Walnut Hills served as a place of refuge from the dust and stench of the city The suburb overlooked Deer Creek (now just a series of sewers), the Miami Canal, and the Northeastern part of the city of Cincinnati. The “Buck town” community, a cluster of African American residents near the pork processing district of Cincinnati, lay at the bottom of the hill; visitors to Walnut Hills passed through it when they returned to the city.
Cincinnati saw a series of riots in which white mobs attacked Black residents and destroyed their homes, stores and personal property. On the afternoon of Friday, September 3, 1841 a white mob lead by Kentucky toughs headed toward the heart of the Black community at Sixth and Broadway. An armed, organized African American contingent commanded by Major J. Wilkerson, an evangelist for the AME Church, repelled several attacks. Wilkerson was another formerly enslaved person who bought his own freedom. This action may have represented the most vigorous defense offered by free Blacks before the Civil War.
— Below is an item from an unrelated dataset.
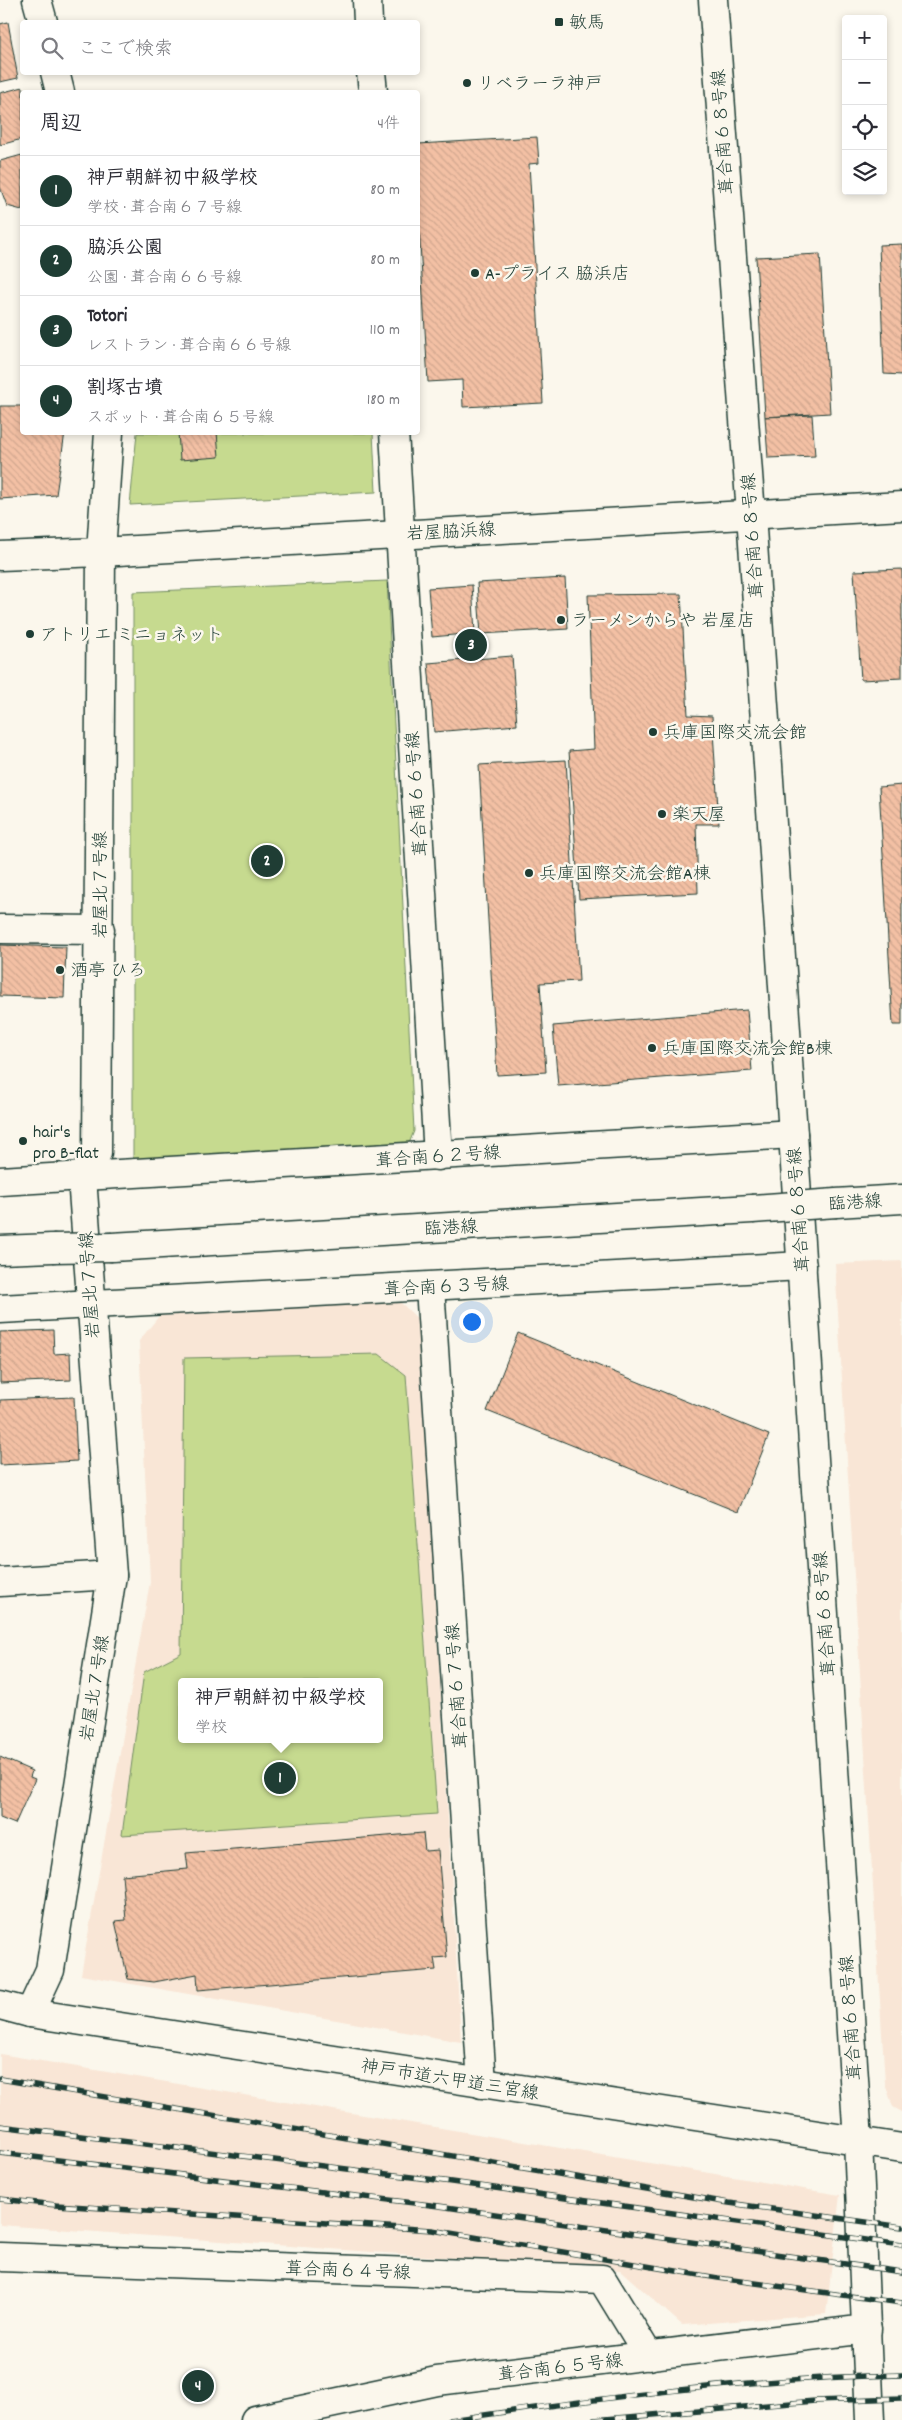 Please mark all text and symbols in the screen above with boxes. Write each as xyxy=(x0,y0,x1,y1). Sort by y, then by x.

The white mob retreated, but returned with a cannon they had commandeered at the riverfront. They ignored the mayor’s request that they retreat, and fired up Sixth Street. Sixth Street gave access to other “squares” near Broadway, and wandered across the Canal and Deer Creek all the way to the corporation line below Mt. Adams and Walnut Hills. Black residents hid or fled “to the hills” until the military was at last called out in the early morning to restore some order to the city.
In the riots of 1841, as in earlier riots in 1836, some African American citizens found refuge in Walnut Hills.